Information given section start

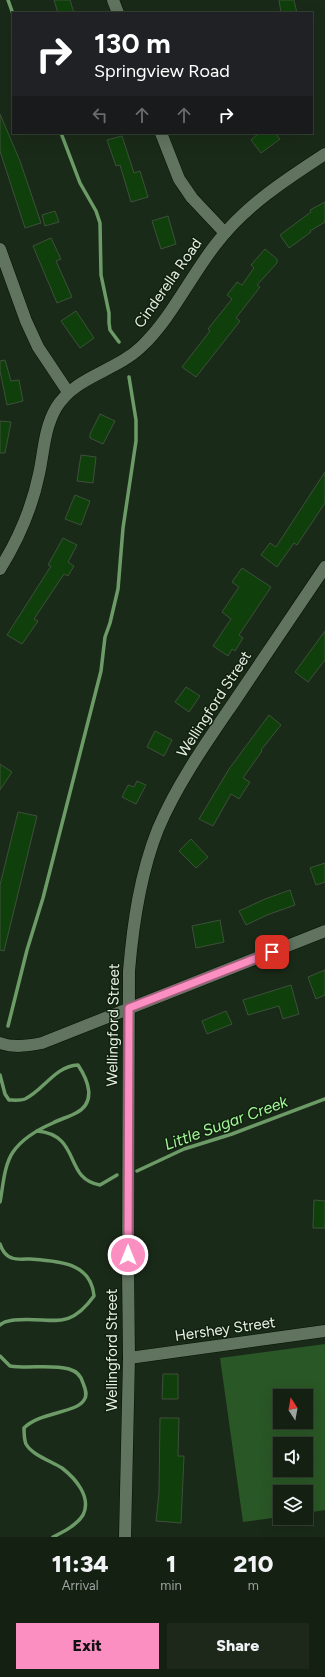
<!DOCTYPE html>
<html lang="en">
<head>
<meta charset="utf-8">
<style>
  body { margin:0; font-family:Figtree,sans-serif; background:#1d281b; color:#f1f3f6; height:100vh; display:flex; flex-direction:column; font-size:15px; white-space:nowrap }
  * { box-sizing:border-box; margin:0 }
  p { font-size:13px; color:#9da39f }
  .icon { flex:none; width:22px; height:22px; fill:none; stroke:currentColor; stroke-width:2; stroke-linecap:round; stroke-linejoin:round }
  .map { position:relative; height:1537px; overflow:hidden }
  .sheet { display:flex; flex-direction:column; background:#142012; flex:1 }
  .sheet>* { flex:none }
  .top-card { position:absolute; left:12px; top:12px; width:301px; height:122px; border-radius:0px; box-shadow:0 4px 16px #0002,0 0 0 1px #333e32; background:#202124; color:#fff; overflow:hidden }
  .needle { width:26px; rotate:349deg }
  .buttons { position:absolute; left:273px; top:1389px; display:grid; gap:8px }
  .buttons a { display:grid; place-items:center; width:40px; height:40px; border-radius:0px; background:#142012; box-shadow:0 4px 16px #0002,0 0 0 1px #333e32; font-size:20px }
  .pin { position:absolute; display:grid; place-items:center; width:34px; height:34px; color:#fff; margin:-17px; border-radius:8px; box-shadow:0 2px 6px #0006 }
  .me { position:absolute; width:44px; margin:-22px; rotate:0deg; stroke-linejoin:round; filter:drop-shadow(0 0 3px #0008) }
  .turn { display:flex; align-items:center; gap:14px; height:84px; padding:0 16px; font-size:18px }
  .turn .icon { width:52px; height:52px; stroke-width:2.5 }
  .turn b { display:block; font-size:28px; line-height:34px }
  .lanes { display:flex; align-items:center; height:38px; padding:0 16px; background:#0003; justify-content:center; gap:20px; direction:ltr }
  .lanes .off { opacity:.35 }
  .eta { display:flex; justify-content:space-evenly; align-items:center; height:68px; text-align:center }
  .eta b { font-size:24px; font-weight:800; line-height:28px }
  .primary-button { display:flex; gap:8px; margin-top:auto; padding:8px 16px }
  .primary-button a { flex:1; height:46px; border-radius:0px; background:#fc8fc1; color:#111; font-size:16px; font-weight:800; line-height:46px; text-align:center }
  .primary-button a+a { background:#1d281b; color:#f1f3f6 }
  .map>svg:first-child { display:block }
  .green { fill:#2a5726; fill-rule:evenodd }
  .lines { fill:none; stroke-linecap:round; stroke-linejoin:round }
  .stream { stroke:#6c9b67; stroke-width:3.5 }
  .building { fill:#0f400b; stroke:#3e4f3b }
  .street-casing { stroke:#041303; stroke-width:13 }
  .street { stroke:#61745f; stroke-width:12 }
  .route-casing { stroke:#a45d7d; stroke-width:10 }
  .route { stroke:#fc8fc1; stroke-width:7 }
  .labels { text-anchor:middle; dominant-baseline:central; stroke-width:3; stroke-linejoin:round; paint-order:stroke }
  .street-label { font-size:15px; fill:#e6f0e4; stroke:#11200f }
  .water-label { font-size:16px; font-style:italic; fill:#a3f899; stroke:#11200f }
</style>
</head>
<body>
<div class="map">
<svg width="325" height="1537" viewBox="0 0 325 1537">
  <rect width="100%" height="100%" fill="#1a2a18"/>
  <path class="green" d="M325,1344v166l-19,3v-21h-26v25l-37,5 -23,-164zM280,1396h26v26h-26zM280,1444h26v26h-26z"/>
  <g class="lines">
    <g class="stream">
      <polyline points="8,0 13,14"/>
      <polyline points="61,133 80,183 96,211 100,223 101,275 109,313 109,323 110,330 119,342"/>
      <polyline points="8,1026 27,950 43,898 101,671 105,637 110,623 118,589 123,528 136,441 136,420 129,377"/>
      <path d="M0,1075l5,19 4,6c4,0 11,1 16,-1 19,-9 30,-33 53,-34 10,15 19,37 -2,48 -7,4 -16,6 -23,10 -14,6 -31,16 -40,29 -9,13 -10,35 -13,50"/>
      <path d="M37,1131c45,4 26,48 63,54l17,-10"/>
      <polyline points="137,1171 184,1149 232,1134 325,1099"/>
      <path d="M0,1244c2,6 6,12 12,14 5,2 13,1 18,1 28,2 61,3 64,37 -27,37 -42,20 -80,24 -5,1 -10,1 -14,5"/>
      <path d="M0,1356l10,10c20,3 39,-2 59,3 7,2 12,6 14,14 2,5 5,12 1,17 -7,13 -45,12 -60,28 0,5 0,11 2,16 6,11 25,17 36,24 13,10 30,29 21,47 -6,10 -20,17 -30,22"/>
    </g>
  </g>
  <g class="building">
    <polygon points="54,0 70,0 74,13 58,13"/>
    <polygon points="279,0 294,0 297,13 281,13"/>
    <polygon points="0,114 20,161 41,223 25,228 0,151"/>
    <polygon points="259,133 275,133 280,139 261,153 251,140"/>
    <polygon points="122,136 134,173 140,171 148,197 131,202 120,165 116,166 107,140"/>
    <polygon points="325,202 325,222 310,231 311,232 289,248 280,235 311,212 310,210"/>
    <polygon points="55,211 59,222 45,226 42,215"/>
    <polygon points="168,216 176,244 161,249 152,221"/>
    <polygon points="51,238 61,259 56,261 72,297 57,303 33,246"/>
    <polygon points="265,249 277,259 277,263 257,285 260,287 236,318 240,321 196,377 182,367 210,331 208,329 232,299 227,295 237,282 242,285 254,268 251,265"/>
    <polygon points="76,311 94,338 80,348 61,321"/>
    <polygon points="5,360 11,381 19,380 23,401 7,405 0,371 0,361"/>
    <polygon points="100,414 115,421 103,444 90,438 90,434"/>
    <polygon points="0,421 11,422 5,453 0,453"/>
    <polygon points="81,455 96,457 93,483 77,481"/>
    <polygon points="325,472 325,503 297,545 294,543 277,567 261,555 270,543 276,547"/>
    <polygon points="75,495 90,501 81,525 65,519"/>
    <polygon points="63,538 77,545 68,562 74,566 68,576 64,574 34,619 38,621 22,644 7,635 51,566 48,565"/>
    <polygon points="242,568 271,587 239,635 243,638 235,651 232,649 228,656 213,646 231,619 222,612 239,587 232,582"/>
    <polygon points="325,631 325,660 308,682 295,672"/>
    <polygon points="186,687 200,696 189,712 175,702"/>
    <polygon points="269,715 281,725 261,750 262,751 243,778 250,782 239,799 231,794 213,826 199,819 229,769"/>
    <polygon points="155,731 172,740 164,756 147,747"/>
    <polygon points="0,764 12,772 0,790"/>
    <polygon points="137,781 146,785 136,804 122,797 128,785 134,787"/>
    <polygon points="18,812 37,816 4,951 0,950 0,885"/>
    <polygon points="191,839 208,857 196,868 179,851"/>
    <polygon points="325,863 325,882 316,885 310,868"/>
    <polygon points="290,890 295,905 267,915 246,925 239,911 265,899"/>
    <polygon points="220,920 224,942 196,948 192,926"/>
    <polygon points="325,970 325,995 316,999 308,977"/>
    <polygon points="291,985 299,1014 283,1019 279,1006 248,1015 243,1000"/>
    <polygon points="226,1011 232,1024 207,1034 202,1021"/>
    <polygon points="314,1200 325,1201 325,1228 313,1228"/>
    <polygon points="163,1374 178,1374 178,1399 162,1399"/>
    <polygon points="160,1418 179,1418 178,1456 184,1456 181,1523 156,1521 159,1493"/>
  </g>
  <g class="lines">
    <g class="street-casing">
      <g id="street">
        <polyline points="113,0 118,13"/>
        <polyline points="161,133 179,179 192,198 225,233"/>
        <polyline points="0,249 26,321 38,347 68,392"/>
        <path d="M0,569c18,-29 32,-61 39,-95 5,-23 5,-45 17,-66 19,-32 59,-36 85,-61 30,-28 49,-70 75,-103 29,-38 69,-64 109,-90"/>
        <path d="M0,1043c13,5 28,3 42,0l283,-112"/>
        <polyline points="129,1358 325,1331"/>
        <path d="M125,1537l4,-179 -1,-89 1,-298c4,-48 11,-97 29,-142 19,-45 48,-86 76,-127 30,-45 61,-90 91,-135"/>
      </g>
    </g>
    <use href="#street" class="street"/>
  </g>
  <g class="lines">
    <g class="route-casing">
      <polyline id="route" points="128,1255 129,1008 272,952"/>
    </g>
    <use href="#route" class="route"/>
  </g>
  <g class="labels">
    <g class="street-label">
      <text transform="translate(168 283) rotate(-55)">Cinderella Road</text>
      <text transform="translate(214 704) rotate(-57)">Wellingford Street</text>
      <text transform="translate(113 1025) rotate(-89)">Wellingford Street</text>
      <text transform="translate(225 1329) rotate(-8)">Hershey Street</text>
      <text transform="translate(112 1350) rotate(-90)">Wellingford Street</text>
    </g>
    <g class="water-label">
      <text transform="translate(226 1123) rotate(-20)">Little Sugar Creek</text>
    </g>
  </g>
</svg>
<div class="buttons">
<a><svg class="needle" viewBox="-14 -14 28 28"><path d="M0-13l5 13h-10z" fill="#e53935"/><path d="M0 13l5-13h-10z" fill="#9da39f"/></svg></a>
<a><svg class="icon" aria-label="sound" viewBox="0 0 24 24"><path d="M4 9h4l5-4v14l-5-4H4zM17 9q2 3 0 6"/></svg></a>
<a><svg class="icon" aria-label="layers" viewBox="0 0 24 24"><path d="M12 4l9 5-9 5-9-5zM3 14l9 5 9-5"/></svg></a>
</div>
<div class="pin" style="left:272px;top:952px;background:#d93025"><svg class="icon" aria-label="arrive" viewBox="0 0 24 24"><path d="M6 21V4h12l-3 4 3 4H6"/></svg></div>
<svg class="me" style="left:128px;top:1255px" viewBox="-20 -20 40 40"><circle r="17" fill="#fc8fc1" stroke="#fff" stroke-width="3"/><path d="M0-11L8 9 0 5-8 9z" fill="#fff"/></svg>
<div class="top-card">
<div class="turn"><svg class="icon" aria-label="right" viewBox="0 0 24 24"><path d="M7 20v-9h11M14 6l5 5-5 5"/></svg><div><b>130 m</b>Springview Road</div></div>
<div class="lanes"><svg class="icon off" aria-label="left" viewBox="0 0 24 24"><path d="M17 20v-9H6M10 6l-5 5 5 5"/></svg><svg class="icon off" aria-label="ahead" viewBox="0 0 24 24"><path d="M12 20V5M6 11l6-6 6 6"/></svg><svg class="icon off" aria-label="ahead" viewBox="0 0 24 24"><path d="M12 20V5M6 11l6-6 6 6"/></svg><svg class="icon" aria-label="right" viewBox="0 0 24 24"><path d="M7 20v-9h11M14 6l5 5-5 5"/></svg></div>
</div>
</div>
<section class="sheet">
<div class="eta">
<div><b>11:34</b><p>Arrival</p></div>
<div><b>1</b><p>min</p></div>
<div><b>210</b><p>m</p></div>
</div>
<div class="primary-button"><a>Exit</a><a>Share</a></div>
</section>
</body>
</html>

Information given section end
Information given section start

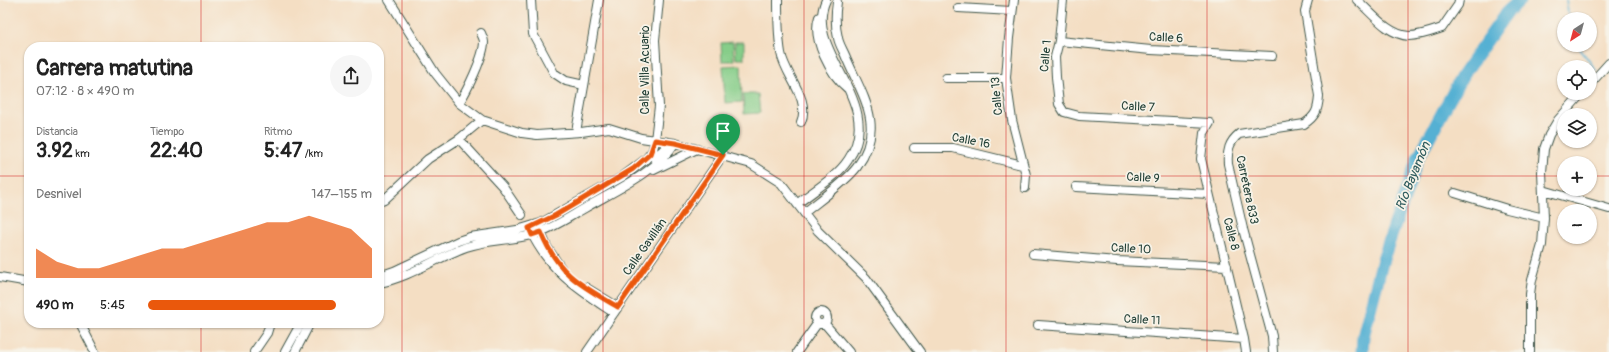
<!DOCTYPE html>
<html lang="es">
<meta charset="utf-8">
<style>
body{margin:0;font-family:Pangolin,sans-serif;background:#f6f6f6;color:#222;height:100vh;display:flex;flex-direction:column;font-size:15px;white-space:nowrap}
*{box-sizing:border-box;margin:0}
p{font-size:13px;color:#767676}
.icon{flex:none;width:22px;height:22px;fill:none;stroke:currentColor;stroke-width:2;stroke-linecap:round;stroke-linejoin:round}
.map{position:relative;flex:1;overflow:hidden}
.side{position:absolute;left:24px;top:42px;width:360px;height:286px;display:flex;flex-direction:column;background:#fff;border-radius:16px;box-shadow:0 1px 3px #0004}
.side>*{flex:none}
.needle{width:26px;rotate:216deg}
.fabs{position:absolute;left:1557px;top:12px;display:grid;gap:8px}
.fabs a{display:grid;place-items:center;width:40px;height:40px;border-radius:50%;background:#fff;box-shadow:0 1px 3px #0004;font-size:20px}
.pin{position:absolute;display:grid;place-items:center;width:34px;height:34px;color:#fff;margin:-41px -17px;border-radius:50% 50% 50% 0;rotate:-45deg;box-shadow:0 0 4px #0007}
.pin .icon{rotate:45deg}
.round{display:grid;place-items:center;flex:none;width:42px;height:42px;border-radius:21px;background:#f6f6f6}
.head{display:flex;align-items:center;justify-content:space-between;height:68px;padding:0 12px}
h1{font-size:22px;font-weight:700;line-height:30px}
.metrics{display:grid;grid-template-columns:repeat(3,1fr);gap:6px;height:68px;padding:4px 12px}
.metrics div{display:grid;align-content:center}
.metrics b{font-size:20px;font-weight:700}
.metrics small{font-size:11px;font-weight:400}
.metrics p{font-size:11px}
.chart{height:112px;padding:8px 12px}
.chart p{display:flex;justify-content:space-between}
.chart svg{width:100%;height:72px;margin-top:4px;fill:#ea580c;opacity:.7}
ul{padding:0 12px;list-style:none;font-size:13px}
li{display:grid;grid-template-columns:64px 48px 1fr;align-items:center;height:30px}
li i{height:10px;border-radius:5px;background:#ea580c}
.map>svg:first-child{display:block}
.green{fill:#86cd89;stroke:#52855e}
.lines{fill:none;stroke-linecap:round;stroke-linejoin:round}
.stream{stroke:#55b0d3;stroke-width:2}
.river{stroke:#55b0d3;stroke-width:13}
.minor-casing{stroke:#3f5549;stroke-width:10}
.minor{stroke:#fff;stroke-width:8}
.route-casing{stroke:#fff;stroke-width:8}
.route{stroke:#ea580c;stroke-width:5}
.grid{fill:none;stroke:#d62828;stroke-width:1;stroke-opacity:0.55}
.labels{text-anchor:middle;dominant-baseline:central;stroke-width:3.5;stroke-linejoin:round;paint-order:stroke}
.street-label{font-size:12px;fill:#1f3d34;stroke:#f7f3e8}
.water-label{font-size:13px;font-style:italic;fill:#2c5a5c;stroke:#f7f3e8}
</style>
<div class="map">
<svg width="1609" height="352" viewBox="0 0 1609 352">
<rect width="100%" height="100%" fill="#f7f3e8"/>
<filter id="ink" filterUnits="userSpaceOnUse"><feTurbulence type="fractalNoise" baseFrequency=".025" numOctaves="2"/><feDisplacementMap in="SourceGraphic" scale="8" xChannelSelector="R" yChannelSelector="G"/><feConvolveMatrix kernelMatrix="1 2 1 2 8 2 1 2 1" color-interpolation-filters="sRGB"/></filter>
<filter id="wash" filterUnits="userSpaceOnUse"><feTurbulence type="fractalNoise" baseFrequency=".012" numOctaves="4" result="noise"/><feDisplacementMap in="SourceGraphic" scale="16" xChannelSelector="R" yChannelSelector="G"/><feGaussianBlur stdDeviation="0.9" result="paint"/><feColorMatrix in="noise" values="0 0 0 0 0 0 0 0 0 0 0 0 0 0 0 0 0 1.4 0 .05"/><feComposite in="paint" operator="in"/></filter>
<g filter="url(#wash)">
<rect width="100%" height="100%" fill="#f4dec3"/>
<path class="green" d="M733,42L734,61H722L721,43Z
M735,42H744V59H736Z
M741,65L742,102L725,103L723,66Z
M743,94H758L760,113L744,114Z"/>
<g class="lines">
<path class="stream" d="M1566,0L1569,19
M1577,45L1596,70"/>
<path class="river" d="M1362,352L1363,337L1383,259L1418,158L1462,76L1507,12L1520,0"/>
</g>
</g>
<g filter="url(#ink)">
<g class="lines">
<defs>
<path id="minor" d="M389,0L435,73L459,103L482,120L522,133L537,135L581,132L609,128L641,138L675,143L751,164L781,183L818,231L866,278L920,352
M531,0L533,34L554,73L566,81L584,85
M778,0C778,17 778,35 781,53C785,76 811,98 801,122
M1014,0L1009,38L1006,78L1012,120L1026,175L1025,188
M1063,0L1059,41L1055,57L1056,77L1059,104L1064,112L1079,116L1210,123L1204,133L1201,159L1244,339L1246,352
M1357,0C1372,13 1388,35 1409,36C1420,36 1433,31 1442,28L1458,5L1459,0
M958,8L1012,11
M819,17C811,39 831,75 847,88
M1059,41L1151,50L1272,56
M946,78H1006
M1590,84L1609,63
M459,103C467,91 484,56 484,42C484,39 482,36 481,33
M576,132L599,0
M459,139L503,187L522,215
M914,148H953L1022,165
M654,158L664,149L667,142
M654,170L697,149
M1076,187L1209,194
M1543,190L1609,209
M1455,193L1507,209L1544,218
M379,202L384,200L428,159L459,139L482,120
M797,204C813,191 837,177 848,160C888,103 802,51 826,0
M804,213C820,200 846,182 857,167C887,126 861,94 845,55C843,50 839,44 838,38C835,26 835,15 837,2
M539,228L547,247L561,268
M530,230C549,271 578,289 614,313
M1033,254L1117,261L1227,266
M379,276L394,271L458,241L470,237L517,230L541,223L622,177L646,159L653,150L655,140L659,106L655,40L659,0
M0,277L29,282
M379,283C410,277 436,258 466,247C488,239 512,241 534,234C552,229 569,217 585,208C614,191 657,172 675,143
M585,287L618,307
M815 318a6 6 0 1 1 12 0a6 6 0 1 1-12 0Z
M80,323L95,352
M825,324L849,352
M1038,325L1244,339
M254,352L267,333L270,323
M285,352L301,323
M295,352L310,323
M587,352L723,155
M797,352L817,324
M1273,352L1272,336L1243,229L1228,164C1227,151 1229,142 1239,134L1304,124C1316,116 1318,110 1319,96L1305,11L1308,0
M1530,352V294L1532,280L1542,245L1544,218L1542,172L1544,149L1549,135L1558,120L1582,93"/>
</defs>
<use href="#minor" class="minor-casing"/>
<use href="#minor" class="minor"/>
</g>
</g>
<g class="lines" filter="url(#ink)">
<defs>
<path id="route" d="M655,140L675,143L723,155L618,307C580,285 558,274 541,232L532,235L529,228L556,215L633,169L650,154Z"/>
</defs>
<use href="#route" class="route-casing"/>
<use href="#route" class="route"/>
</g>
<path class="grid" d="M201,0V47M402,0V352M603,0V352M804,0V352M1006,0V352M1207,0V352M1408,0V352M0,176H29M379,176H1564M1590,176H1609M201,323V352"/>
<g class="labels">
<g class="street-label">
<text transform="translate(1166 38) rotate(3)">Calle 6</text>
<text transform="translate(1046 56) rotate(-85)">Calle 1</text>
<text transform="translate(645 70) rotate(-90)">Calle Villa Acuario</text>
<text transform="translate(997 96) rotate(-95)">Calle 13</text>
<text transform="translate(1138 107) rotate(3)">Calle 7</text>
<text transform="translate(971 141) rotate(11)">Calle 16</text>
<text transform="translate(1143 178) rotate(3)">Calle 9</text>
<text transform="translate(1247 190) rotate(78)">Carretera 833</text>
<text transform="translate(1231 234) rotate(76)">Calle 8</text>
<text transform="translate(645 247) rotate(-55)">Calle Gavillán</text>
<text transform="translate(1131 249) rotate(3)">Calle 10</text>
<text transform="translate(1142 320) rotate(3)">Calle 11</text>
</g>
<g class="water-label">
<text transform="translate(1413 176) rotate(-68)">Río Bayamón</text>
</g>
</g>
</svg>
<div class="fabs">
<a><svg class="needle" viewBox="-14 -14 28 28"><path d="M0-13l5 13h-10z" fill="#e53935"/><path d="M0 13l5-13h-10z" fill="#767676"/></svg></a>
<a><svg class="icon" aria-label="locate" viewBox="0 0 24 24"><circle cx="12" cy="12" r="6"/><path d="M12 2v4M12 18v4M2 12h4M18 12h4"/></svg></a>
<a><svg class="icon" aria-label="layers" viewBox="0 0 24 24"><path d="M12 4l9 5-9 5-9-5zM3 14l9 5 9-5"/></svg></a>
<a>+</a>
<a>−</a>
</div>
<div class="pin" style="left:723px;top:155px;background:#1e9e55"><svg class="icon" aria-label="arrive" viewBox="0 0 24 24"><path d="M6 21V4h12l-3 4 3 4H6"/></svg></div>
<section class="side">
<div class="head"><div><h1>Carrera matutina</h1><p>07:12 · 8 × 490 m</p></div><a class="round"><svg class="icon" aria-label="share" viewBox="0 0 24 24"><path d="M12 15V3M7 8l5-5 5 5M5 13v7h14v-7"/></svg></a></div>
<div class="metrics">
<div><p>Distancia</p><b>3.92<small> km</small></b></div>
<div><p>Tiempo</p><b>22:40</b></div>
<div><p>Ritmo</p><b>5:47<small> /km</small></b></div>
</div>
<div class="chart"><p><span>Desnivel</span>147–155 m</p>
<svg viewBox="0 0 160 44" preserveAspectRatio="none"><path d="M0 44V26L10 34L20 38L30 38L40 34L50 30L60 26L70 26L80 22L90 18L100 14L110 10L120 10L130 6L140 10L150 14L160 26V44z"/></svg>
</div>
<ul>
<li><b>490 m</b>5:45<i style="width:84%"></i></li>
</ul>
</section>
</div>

Information given section end

Task statement:
Give back precisely the lines above that start at the line containing "display:grid; place-items:center; width:40px;" and end at the line containing "display:flex; align-items:center; gap:14px;", inclusive. No other lines belong in the output.

Response below:
  .buttons a { display:grid; place-items:center; width:40px; height:40px; border-radius:0px; background:#142012; box-shadow:0 4px 16px #0002,0 0 0 1px #333e32; font-size:20px }
  .pin { position:absolute; display:grid; place-items:center; width:34px; height:34px; color:#fff; margin:-17px; border-radius:8px; box-shadow:0 2px 6px #0006 }
  .me { position:absolute; width:44px; margin:-22px; rotate:0deg; stroke-linejoin:round; filter:drop-shadow(0 0 3px #0008) }
  .turn { display:flex; align-items:center; gap:14px; height:84px; padding:0 16px; font-size:18px }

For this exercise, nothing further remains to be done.